Mevlana’ya göre Allah’a ulaşmanın yolu ilahi aşktan geçer. O, Sema ederken tüm dünya ile aşkta birleşmiştir. Ellerinden birini gökyüzüne, diğerini yeryüzüne çevirirken Allah’tan aldığını insanlığa sunmuştur. Başka bir ifade ile Hak’tan aldığını halka sunmuştur. Neyden çıkan ses, ruhun aslına dönüşünün sesidir.
Mevlana 17 Aralık 1273 tarihinde güneş batarken bu âlemden öteki âleme göç etmiştir. Ölümünü doğum günü olarak nitelendirdiği için, onun ölüm yıl dönümü doğum günü olarak kabul edilir. Mevlana'ya göre ölmek, Allah'a kavuşmaktır. Sevdiğine ulaşmaktır. Onunla bütünleşmektir. Onun ölüm gecesi vuslat gecesidir. O geceye düğün gecesi anlamına gelen “Şeb-i Aruz” denilmektedir.
Her sene 17 Aralık’ta Konya da Mevlana için Şeb-i Aruz törenleri yapılır. Yapılan bu törenlerden birine katıldığımızda şunu gördüm. Salonda Türklerden çok yabancı turistler vardı. Konuşmalardan sonra sema gösterileri başlayınca, salonda derin bir sessizlik başladı. O muhteşem manzara karşısında yabancı turistler ellerindeki fotoğraf makineleri ve kameralarla o anı tespit etmeye çalışıyorlardı. Her türlü milletten insanın olduğu bu manzarayı görünce aklıma, Mevlana’nın o evrensel mesajı geldi.
O insanlığa şu çağrıyı yapmıştı:
“Gel, gel ne olursan ol, yine gel! İster putperest- ister ateşperest ol, yine gel!Yüz kere tövbeni bozmuş olsan da, yine gel Bizim dergâhımız Ümitsizlik dergâhı değildir.”
İşte Mevlana’yı Hz.

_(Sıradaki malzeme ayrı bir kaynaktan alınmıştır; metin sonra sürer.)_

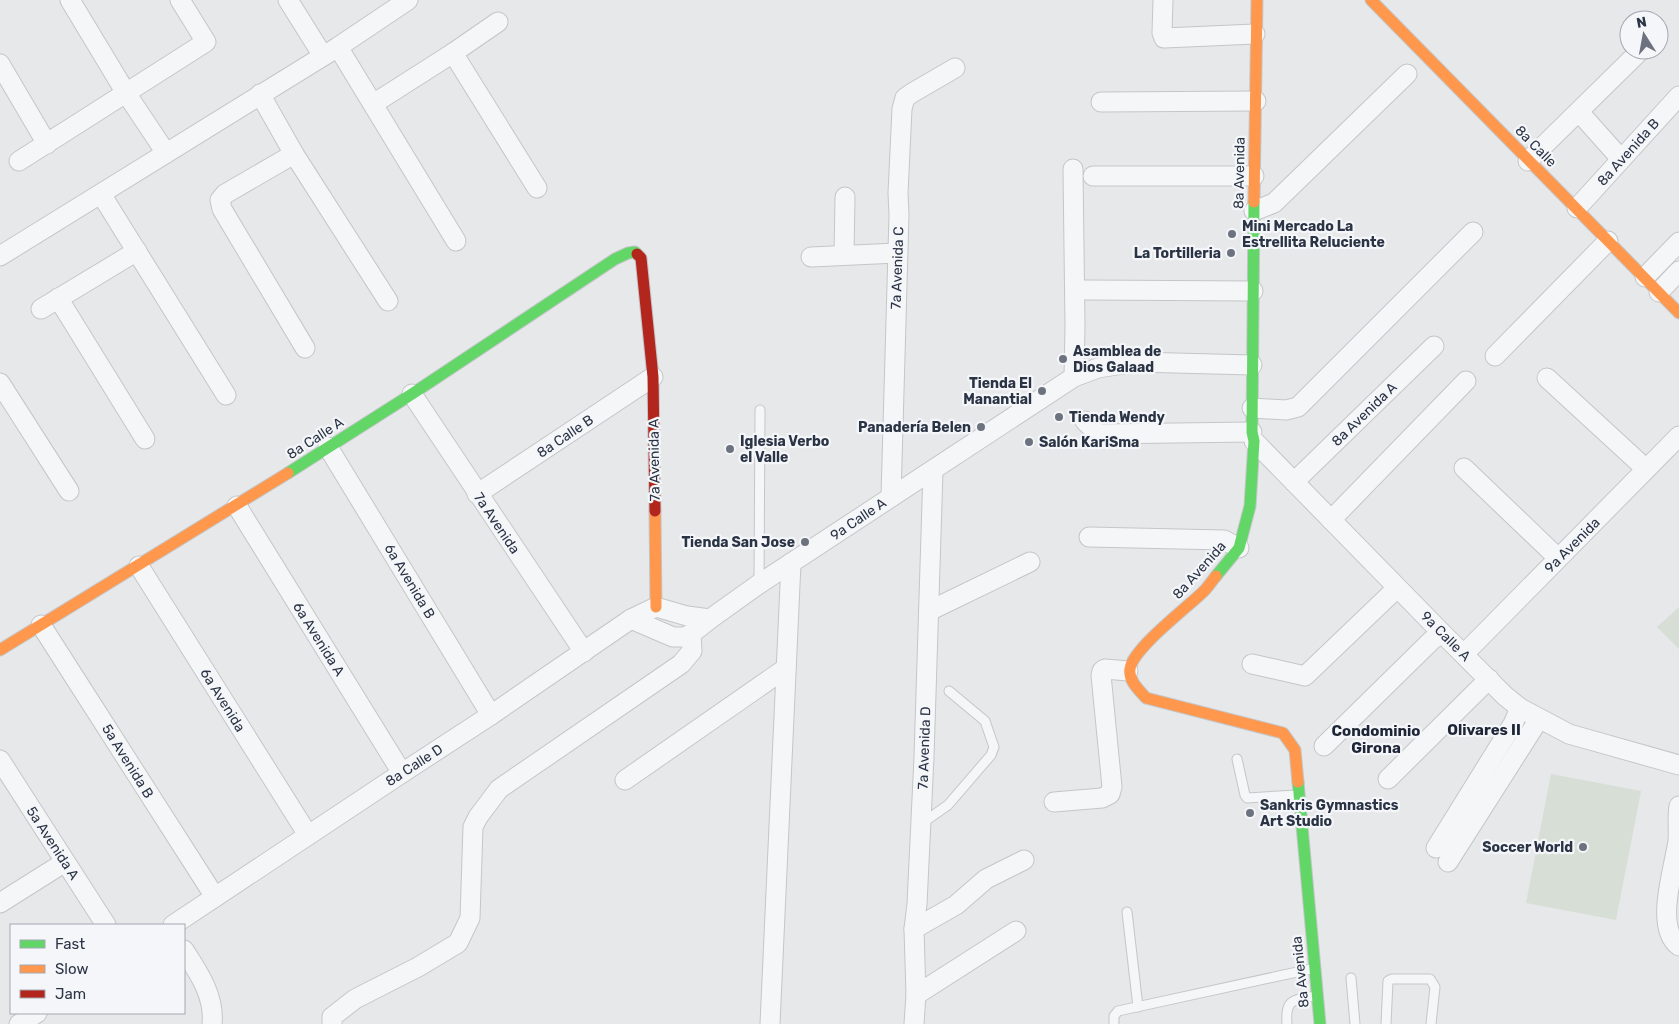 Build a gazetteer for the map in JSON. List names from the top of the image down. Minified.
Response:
{"streets":{"street":["8a Calle","8a Avenida B","8a Avenida","7a Avenida C","8a Avenida A","8a Calle B","8a Calle A","7a Avenida A","9a Calle A","7a Avenida","9a Avenida","6a Avenida B","6a Avenida A","6a Avenida","7a Avenida D","5a Avenida B","8a Calle D","5a Avenida A"]},"crossings":[["8a Calle","8a Avenida B"],["8a Avenida","9a Calle A"],["7a Avenida C","9a Calle A"],["8a Avenida A","9a Calle A"],["8a Calle B","7a Avenida A"],["8a Calle B","7a Avenida"],["8a Calle A","7a Avenida A"],["8a Calle A","7a Avenida"],["8a Calle A","6a Avenida B"],["8a Calle A","6a Avenida A"],["8a Calle A","6a Avenida"],["8a Calle A","5a Avenida B"],["7a Avenida A","8a Calle D"],["9a Calle A","9a Avenida"],["9a Calle A","7a Avenida D"],["7a Avenida","8a Calle D"],["6a Avenida B","8a Calle D"],["6a Avenida A","8a Calle D"],["6a Avenida","8a Calle D"],["5a Avenida B","8a Calle D"]],"districts":["Olivares II","Condominio Girona"],"places":["Mini Mercado La Estrellita Reluciente","La Tortilleria","Asamblea de Dios Galaad","Tienda El Manantial","Tienda Wendy","Panadería Belen","Salón KariSma","Iglesia Verbo el Valle","Tienda San Jose","Sankris Gymnastics Art Studio","Soccer World"],"legend":["Fast","Slow","Jam"],"north":"top"} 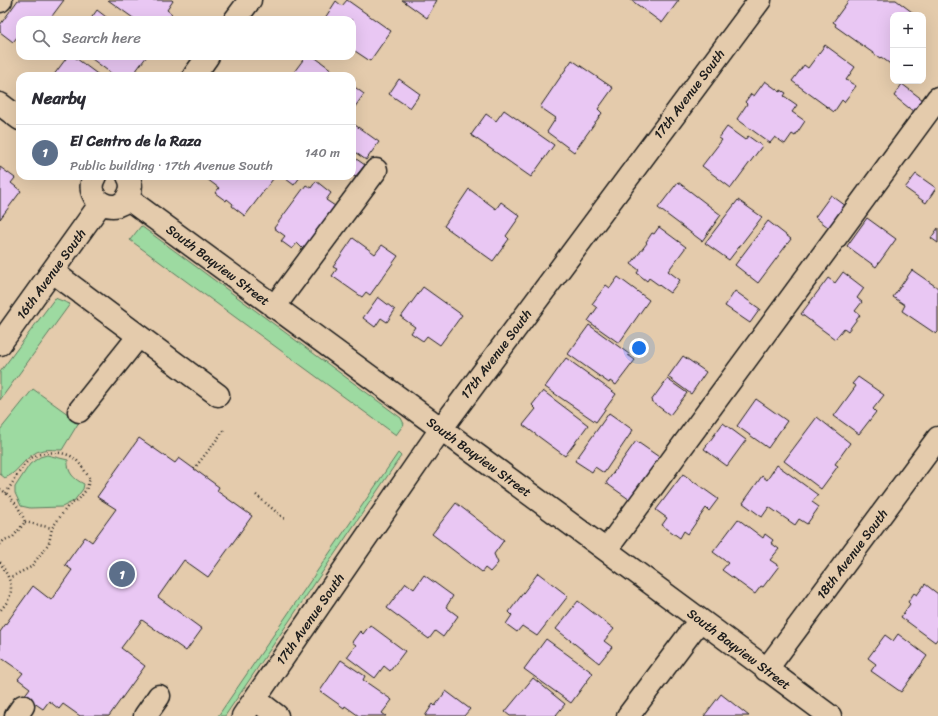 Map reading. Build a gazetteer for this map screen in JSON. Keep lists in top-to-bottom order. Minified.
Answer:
{"streets":{"street":["17th Avenue South","South Bayview Street","16th Avenue South","18th Avenue South"]},"crossings":[["17th Avenue South","South Bayview Street"],["South Bayview Street","18th Avenue South"]],"page":{"map_buttons":["+","−"],"search":"Search here","heading":"Nearby","list":[{"mark":"1","name":"El Centro de la Raza","note":"Public building · 17th Avenue South","value":"140 m"}],"pins":"1"}} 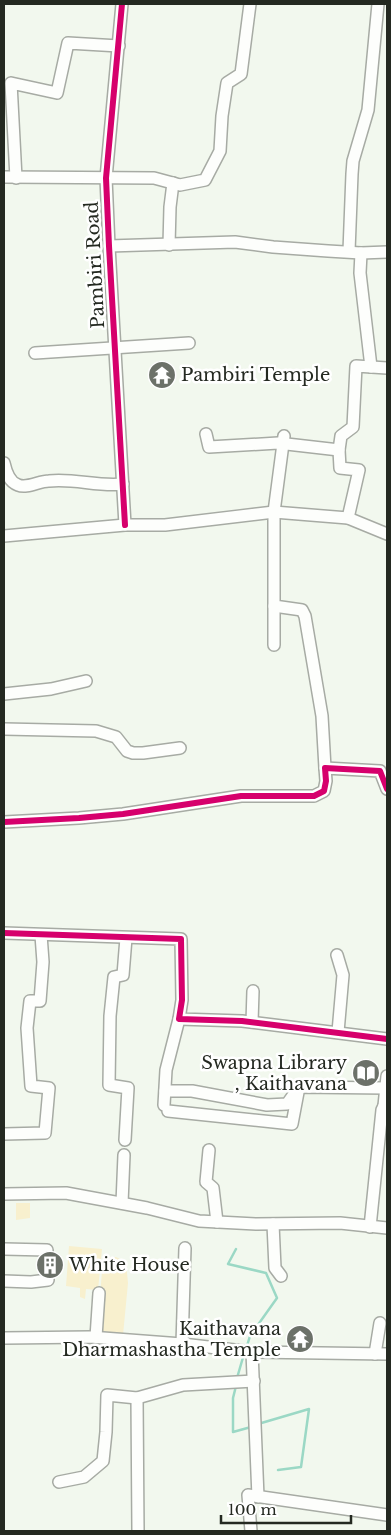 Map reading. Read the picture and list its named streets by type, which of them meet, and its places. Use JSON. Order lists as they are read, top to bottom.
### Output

Mevlana yapan bu çağrıdır. İşte Mevlana’yı evrensel değer yapan bu düşüncedir. İşte Mevlana’yı 2007 yılına taşıyan bu felsefedir.
Neden? Çağımızda Mevlanalar- Yunus Emreler- Hacı bayram Veliler- Hacı Bektaşi Veliler- Akşemsettinler- Hoca Ahmet Yeseviler yetişmiyor.
Çünkü toplum bu değerleri yetiştirecek düzeyde değildir. Bu velilerin yetişmesi için, toplumun bu değerlerin yaşadığı asırdaki insanların ruh olguluğuna ulaşması lazım.
Hz. Mevlana’yı doğumunun 800. yılında rahmetle- minnetle – şükranla anıyorum. Gönlünüz Mevlana’nın gönlü gibi geniş olsun.

25 Aralık 2007 Salı

Kurban Bayramı

Kurban insanlık tarihi ile beraber başlamış, tarih boyunca çeşitli kültürlerde bir ibadet olarak uygulanmıştır. İnsanoğlu var olduğundan beri kurban kesilmektedir. İlahi ve batıl dinlerin hemen hemen hepsinde kurban kesilir. İlk kurban, Hz. Âdem’in oğulları Habil ile Kabil tarafından kesilmiş ve Allah’a sunulmuştur.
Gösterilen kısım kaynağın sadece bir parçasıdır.